Smotrich: Will only back Haredi daycare subsidies bill if IDF reservist families get preferential treatment
Sam Sokol is the Times of Israel's political correspondent. He was previously a reporter for the Jerusalem Post, Jewish Telegraphic Agency and Haaretz. He is the author of "Putin’s Hybrid War and the Jews"
Finance Minister Bezalel Smotrich’s Religious Zionism party informs cabinet secretary Yossi Fuchs and Justice Minister Yariv Levin that it will not support a Haredi-backed bill to preserve daycare subsidies for members of the ultra-Orthodox community who defy draft orders unless the legislation also enshrines preferential treatment for the families of IDF reservists.
The government is slated to vote on the bill — which aims to guarantee that the children of ultra-Orthodox men who are obligated to perform military service, but have not, will continue to be eligible for state-paid daycare subsidies — during today’s meeting of the Ministerial Committee on Legislation.
In exchange for supporting the bill, Religious Zionism demands that the families of reservists receive priority in daycare admissions and that they receive higher levels of subsidies.
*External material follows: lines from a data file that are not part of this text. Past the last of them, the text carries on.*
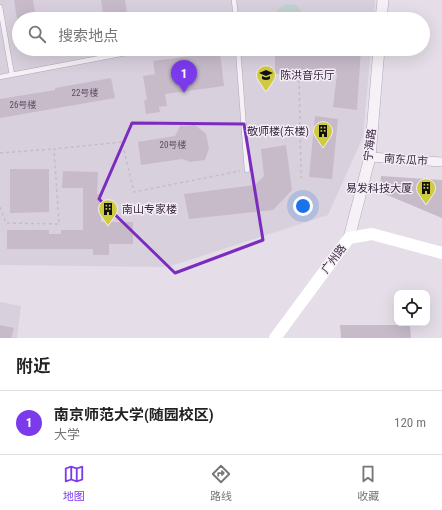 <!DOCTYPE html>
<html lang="zh">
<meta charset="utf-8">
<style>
:root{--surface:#fff;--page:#f2f2f2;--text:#222;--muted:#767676;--line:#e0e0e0;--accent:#7c3aed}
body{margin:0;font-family:"Roboto Condensed","Noto Sans SC",sans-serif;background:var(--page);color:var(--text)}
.controls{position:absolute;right:12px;bottom:12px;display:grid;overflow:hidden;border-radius:8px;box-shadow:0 4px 16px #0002}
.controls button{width:36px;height:36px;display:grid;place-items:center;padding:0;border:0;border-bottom:1px solid var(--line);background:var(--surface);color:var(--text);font:20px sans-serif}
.you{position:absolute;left:303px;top:206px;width:14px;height:14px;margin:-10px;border:3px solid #fff;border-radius:50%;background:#1a73e8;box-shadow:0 0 0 6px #1a73e833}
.badge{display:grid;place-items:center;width:26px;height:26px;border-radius:50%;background:var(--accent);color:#fff;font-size:13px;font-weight:700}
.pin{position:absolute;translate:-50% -33px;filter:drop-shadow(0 1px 2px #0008)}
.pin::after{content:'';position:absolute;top:21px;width:14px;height:12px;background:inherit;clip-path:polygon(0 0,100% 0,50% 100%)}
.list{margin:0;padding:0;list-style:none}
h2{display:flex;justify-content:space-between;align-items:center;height:52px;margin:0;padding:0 16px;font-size:17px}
h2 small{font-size:13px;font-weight:400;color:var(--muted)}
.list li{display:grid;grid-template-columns:26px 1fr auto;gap:12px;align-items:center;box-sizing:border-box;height:64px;padding:0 16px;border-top:1px solid var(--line)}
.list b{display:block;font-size:15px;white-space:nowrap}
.list p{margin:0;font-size:13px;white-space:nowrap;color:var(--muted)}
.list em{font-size:13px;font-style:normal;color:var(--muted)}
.icon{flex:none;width:22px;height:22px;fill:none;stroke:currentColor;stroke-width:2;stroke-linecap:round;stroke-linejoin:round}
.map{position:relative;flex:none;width:442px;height:338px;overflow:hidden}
.search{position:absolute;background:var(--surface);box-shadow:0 4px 16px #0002;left:12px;right:12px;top:12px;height:44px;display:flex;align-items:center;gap:10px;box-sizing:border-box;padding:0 14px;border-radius:22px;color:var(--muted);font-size:15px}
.sheet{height:116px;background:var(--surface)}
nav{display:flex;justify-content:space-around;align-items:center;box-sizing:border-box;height:56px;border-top:1px solid var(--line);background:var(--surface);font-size:11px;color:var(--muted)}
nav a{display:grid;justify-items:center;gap:2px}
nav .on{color:var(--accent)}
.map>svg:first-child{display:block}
.built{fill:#d9d0dd}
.green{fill:#bfd2cf}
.building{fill:#c7bbca}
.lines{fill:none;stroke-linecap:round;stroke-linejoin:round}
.service-casing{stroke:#b1a7b5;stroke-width:5.5}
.minor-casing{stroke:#b1a7b5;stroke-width:10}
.tertiary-casing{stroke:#b1a7b5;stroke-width:12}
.path{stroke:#c4bcc6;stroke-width:1.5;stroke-dasharray:3 3;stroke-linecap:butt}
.service{stroke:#f5f1f6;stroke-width:4.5}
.minor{stroke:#f5f1f6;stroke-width:9}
.tertiary{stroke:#f5f1f6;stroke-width:11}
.secondary{stroke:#fff;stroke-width:12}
.marked{fill:none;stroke:#7b2cbf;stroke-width:3;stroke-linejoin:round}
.labels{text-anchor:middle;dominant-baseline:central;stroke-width:3;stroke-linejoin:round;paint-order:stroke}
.number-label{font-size:9px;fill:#5c4c62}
.poi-label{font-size:11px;fill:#39273f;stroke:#f3edf5;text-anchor:start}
.street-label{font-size:11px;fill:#39273f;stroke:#f3edf5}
</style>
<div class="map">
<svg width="442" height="338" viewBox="0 0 442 338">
<rect width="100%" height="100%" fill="#e5dee8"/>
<path class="built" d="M0 0H375L374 19H19V49H371L363 137 328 215 168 267 0 265Z
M0 302 21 306 17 338H0Z"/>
<path class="green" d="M286 4 296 5 303 14 302 19H276L277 10Z"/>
<path class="building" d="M14 0H33L36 19H17Z
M101 0H125L128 19H104Z
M361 49 357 110 333 107 337 73 275 74V53Z
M220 52 224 86 165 94 167 106 159 107 160 112 146 114 144 100H147L143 76 155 74 153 61Z
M111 78 115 98 0 118V99L55 90V88Z
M315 116 338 119 332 179 309 177Z
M195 125 206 134 209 148 205 160 190 162 182 159 141 165 138 142 175 136 180 126Z
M286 145 292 190 273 210 189 219 184 194 255 185 264 176 261 149Z
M10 169H49V212L10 213Z
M63 171 98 172 97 194H101V222H133V244H109V255H93V249H7V230H49V234H61V230H83V188H62Z
M381 176 442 180V218L380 192Z
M0 325 14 328 11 338H0Z
M340 325H410L411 338H341Z"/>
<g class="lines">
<g class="service-casing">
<path id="service" d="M234 0 236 19
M0 7 12 75
M238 49 247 170
M0 77 147 49"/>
</g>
<g class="minor-casing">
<path id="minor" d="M370 157 442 162"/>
</g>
<g class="tertiary-casing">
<path id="tertiary" d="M381 19 383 0
M349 238 370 157 379 49"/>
</g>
<path class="path" d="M299 74 301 178
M0 153 54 149
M0 207 6 223 59 224 54 149 122 142 134 192 240 171"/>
<use href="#service" class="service"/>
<use href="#minor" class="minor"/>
<use href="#tertiary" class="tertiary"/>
<path class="secondary" d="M275 338 349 238 372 234 442 253"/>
</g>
<path class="marked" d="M132 123 244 124 263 240 175 273 99 199Z"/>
<defs>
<g id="university-pin" transform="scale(1)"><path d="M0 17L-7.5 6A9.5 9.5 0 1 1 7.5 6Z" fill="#cfcb41" stroke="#f3edf5"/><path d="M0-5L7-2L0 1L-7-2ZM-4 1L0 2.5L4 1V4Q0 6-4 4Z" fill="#111"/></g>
<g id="building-pin" transform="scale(1)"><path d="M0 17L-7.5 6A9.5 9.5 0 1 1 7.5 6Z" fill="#cfcb41" stroke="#f3edf5"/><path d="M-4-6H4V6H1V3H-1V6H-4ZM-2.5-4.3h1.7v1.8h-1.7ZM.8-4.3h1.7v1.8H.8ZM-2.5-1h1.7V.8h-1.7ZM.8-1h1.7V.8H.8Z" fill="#111"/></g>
</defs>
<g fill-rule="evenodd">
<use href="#university-pin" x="266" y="75"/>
<use href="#building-pin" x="323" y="131"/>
<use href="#building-pin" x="426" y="188"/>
<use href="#building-pin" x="108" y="209"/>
</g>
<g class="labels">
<g class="number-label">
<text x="85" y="93">22号楼</text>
<text x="23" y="105">26号楼</text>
<text x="173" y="145">20号楼</text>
</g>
<g class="poi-label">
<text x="280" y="75">陈洪音乐厅</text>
<text x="309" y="131" text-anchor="end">敬师楼(东楼)</text>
<text x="412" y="188" text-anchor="end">易发科技大厦</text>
<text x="122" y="209">南山专家楼</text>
</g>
<g class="street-label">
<text transform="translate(370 145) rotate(-83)">宁海路</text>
<text transform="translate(406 160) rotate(4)">南东瓜市</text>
<text transform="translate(334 259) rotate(-53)">广州路</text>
</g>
</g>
</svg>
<div class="controls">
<button><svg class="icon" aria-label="locate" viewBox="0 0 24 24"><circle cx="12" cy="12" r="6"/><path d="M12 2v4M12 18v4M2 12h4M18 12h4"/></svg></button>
</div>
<div class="you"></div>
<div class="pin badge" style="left:184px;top:93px">1</div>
<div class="search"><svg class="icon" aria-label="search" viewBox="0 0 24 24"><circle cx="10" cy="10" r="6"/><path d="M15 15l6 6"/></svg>搜索地点</div>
</div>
<section class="sheet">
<h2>附近<small></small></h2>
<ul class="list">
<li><span class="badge">1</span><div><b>南京师范大学(随园校区)</b><p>大学</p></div><em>120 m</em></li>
</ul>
</section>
<nav>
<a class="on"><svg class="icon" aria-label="map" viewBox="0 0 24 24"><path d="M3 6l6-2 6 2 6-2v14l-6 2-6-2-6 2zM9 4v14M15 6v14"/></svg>地图</a>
<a><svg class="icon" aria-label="directions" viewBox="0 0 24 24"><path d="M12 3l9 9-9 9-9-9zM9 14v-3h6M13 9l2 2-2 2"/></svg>路线</a>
<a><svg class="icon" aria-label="saved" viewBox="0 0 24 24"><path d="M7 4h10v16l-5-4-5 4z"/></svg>收藏</a>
</nav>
The Attorney General’s Office has called the proposed legislation “unconstitutional,” arguing that “the principle of equality will be harmed through state and institutional encouragement of avoiding conscription into the IDF.”
Previously the law allowed families in which a mother works and a father who studies full time in yeshiva in lieu of military service to receive the subsidies, worth thousands of shekels a month for ultra-Orthodox families.
The attorney general declared the arrangement illegal after the High Court of Justice ruled in June that ultra-Orthodox men are also obligated to serve in the IDF and that financial support for such students was therefore illegal by extension.
Meanwhile, Smotrich has been losing support from his base for his silence, until recently, on the issue of draft exemptions for ultra-Orthodox men.